# [SOLVED] Patching Stucco Ceiling



## Solidify (May 12, 2011)

So the crew that installed my thermo-pump AC unit had to make a hole in the ceiling in my basement playroom to thread their massive refrigerant cabling. The problem is I don't know how to patch a hole in a stucco ceiling... even with the original piece to plug it.


----------



## Basementgeek (Feb 7, 2005)

*Re: Patching Stucco Ceiling*

It is just a drywall patch, glad you have piece you cut, it has to put back in.

How would fix is use some thing like 1x4 in board. It needs to longer than the hole. Screw in drywall screws, about 1½ long on each side to the good ceiling and then a couple of screws in the patch to hold the patch to the wood.

Your probably need to use a finger to fill in cut and screws in the patch. I assume you have some spackling ( drywall mud )

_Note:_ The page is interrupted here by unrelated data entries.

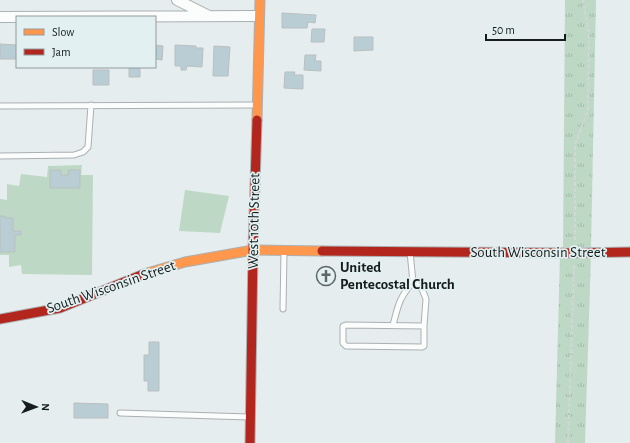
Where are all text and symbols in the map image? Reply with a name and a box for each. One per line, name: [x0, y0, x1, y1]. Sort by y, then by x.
legend: [16, 16, 156, 68]
scale bar: [486, 16, 565, 42]
text: 50 m: [492, 24, 515, 36]
text: Slow: [52, 26, 74, 38]
text: Jam: [52, 46, 71, 58]
street label: West 10th Street: [246, 173, 262, 269]
street label: South Wisconsin Street: [471, 245, 606, 260]
street label: South Wisconsin Street: [45, 258, 177, 316]
place label: United Pentecostal Church: [340, 260, 455, 292]
church icon: United Pentecostal Church: [315, 265, 337, 287]
north arrow: [16, 387, 56, 427]
text: N: [40, 403, 51, 411]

That is how I would do it.

BG

BG


----------



## Solidify (May 12, 2011)

*Re: Patching Stucco Ceiling*

I understand how to screw the drywall
Back into the ceiling using thw wood.. I just dont understand how i can patch the outline of the plug using my drywall compound since the surface is too bumpy to use my knife or trowel. I just push the compound in with my finger?


----------



## Basementgeek (Feb 7, 2005)

*Re: Patching Stucco Ceiling*

Yes, use your fingers.

BG


----------



## Solidify (May 12, 2011)

*Re: Patching Stucco Ceiling*

Ok thanks BG, I'll update you with my progress


----------



## Basementgeek (Feb 7, 2005)

*Re: Patching Stucco Ceiling*

Make sure the patch fits correctly/pattern matches up.

BG


----------



## WereBo (Apr 5, 2008)

*Re: Patching Stucco Ceiling*

As an 'aside', I like the patterned brickwork around the fireplace :thumb:


----------



## Solidify (May 12, 2011)

*Re: Patching Stucco Ceiling*

Thanks BG, I made sure of that. And WereBo, I hate it lol it's so old-fashioned. 

This is what it looks like so far. The compound is still wet since I just applied it. When it dries it should turn white. It'll be virtually unnoticeable. I can see while contractor's like textured ceiling: it makes hiding imperfections easier. I'm pretty satisfied with this job actually, considering it's my first stucco patch.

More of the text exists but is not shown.